I wanted to report back from last month's water quality meetup in Somerville, which was graciously hosted by Parts & Crafts and organized by Bryan Bonvallet, Katie Gradowski, and others on the Boston-area mailing list. Attendees were a nice mix of Public Lab regulars and newcomers, many from Parts & Craft's community of students and their parents. The event was on Nov 24 from 12-6pm.
Though there was a variety of work going on, here I'll just write a bit about the spectrometry work we did, as that's what I spent most of my time on.
Oil sample extraction
A group of us jumped right into trying to do some "extractions" -- where we try to use different liquids to dissolve materials we'd like to analyze in a spectrometer. Its common to have a solid or muddy sample with suspected oil contamination from motor or crude oil, but in order to make a dissolved solution of the oil through which we can shine a laser and take a fluorescence spectrum, we need a quick and reliable way to dissolve the oil and separate it from the sediment. (See that post for the full setup.)
I had learned a bit about this at the SETAC conference in Nashville some weeks earlier, and found that while we have been dissolving samples in non-toxic, cheap mineral oil from pharmacies, in the lab, a typical preparation is to dissolve samples using methanol, hexane, or more toxic solvents. I bought some methanol (also called denatured alcohol, and somewhat toxic -- it breaks down in a few days, but it will make you blind if you drink it) which seemed the least bad of the bunch, but we didn't really get around to using it, instead sticking to mineral oil to try to just do some more rigorous repeated tests with different samples, also trying to scan some samples 2 at a time so that the data would be recorded at exactly the same camera settings.
We'll try the methanol another time -- as a stronger solvent, maybe it'll work with some of the coal dust samples people have been having trouble dissolving: http://publiclab.org/notes/eustatic/09-09-2013/nungesser-test-detection-of-coal-or-petroleum-coke-for-flame-spectrometry
Patrick Herron from the Mystic River Watershed Association takes a sample of motor oil from his car.
Anyhow, we went through a bunch of samples and collated them here, including various ones from the BP oil disaster, some from the Gowanus Canal. The basic technique we used (trying something new that could be a bit easier than the repeated dilutions Scott Eustis and I have been doing) was to dip a cotton swab in mineral oil, then rub it against a chunk from a sample, or in one case the dipstick from a car's motor oil reservoir.
Then we dipped the swab in a cuvette filled partially with more mineral oil and kind of stirred it around until it began to dissolve, which was usually visible as a yellowish cloud.

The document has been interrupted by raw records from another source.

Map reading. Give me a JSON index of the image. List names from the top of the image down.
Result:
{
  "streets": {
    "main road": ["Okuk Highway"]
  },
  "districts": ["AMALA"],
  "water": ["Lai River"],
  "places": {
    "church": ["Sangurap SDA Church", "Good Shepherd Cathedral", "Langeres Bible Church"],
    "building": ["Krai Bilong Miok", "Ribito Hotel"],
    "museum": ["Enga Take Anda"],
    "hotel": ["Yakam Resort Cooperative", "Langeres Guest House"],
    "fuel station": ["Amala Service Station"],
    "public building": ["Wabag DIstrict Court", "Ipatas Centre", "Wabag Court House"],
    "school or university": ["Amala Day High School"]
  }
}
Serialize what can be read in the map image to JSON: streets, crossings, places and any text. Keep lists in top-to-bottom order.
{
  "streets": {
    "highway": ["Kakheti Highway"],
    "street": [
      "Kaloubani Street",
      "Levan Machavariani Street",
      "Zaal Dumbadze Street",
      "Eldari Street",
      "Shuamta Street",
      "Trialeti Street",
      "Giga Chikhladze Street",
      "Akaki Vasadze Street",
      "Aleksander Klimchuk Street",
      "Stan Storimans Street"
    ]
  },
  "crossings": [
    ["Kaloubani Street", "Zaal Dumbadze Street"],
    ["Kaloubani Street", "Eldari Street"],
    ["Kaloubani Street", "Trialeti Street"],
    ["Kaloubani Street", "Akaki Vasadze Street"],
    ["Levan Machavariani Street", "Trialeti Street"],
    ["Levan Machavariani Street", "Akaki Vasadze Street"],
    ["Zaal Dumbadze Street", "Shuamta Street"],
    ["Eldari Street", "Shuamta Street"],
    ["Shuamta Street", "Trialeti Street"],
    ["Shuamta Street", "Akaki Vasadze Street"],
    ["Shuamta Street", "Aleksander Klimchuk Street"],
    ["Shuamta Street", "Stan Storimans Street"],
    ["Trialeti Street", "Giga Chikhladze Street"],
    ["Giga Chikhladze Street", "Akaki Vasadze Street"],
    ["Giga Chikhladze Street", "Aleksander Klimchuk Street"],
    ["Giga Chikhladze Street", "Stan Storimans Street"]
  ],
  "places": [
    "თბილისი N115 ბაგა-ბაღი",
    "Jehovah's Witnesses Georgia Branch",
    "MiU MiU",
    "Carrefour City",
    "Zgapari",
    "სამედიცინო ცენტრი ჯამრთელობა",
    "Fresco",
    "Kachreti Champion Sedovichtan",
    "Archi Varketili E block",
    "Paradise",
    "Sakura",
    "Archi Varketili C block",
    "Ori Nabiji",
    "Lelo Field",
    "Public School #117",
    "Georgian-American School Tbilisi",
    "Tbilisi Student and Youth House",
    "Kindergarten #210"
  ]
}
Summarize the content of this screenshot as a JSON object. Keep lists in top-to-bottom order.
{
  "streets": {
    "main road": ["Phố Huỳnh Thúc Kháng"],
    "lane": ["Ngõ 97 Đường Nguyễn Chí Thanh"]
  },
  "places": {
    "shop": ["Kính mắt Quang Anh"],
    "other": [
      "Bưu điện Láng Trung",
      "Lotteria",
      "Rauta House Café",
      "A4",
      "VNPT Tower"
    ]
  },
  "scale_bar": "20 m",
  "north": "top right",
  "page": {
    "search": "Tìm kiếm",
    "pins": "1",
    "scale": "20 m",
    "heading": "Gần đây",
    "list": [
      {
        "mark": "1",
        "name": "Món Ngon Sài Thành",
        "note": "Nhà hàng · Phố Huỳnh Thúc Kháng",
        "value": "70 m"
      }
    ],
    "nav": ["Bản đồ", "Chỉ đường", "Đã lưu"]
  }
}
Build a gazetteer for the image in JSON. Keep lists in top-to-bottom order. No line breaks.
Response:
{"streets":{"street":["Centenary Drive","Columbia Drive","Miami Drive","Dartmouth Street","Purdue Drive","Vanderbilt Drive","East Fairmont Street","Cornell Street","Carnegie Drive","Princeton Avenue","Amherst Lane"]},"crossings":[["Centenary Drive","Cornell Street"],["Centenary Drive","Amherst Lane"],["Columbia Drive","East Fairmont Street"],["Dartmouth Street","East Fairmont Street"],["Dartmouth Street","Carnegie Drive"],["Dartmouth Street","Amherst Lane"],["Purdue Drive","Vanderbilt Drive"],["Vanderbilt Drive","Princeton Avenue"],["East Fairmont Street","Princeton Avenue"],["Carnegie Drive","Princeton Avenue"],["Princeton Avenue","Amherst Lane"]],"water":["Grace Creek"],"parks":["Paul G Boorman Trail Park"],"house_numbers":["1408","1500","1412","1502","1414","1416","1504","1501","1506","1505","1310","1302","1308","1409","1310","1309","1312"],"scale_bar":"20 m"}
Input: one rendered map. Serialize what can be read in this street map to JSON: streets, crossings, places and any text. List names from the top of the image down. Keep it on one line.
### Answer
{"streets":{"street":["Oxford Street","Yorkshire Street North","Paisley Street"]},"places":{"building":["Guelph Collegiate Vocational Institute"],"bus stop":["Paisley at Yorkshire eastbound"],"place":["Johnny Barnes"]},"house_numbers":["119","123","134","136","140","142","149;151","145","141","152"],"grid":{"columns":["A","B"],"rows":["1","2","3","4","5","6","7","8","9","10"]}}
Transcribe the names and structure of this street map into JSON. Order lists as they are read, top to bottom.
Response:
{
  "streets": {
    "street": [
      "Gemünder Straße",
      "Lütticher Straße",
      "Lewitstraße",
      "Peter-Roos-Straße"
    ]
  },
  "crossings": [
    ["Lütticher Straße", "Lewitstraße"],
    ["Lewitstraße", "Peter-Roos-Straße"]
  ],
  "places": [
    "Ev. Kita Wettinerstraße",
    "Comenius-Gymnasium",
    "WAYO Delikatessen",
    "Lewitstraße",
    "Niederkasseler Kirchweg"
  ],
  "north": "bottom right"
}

https://spectralworkbench.org/sets/show/745
The really neat part was seeing the pure heavy motor oil spectrum, which wasn't the same preparation (it was just a cuvette of pure DTE Heavy motor oil) have almost exactly the same spectral curve at the beginning and end of all our tests -- it shows that the setup is quite repeatable, and that our worry about the laser's batteries dying was unfounded. The dimness of all the other spectra was not related to the strength of the laser.
Takeaways
We need more concentrated solutions, because the fluorescence wasn't nearly as bright as in the pure motor oil. Dave Stoft has suggested that we also use more laser, or brighter lasers. Both ideas should be tested. Also, sand in some samples made it hard to get just dissolved oil into the cuvette; but the sand does settle out and the bubbles to eventually dissipate (above). Still, not as tidy as we'd like.
Another thing -- the setup I described for blue laser testing can be assembled from the box the Desktop Spectrometry Kit comes in! I believe Cort discovered this:
Other projects
There were a number of other projects going -- including the construction and testing of a thermal fishing bob (written about in this wiki page by Sara Wylie), demonstration and discussion of a DIY potentiostat by Craig Versek and Don Blair and much productive discussion of different water quality sensing approaches.
The event was a lot of fun and I'm certainly looking forward to a more in-depth reprisal in January, hopefully at HackerFarm!